Content starts

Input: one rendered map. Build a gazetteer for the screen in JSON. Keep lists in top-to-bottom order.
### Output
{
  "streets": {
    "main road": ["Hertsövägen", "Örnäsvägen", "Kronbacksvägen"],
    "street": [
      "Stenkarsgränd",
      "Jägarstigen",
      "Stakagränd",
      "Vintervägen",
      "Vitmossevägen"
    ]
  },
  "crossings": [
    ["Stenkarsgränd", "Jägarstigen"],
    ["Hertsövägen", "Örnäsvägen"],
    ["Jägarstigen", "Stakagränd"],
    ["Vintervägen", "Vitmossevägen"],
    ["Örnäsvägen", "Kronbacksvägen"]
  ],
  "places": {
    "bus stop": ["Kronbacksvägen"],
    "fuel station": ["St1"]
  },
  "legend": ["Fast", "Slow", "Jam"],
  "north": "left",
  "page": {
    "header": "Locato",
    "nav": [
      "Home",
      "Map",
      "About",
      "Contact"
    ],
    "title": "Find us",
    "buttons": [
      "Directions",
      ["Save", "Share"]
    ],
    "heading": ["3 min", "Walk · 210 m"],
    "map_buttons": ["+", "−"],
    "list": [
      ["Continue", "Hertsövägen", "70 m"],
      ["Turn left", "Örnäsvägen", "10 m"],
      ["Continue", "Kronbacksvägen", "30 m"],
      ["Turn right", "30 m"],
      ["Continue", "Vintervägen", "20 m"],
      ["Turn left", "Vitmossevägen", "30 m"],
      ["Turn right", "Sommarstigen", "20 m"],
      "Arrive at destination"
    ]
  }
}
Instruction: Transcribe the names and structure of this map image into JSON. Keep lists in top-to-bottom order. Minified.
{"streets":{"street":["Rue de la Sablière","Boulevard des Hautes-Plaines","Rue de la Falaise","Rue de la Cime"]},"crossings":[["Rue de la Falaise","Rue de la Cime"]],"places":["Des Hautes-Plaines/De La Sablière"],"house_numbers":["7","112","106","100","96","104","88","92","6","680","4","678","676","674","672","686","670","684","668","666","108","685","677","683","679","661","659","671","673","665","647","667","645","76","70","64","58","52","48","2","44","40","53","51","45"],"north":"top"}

Content ends

WHAT IS NEEDED: Above are the records. Copy every line in them holding "Continue".

RESULT BELOW:
      ["Continue", "Hertsövägen", "70 m"],
      ["Continue", "Kronbacksvägen", "30 m"],
      ["Continue", "Vintervägen", "20 m"],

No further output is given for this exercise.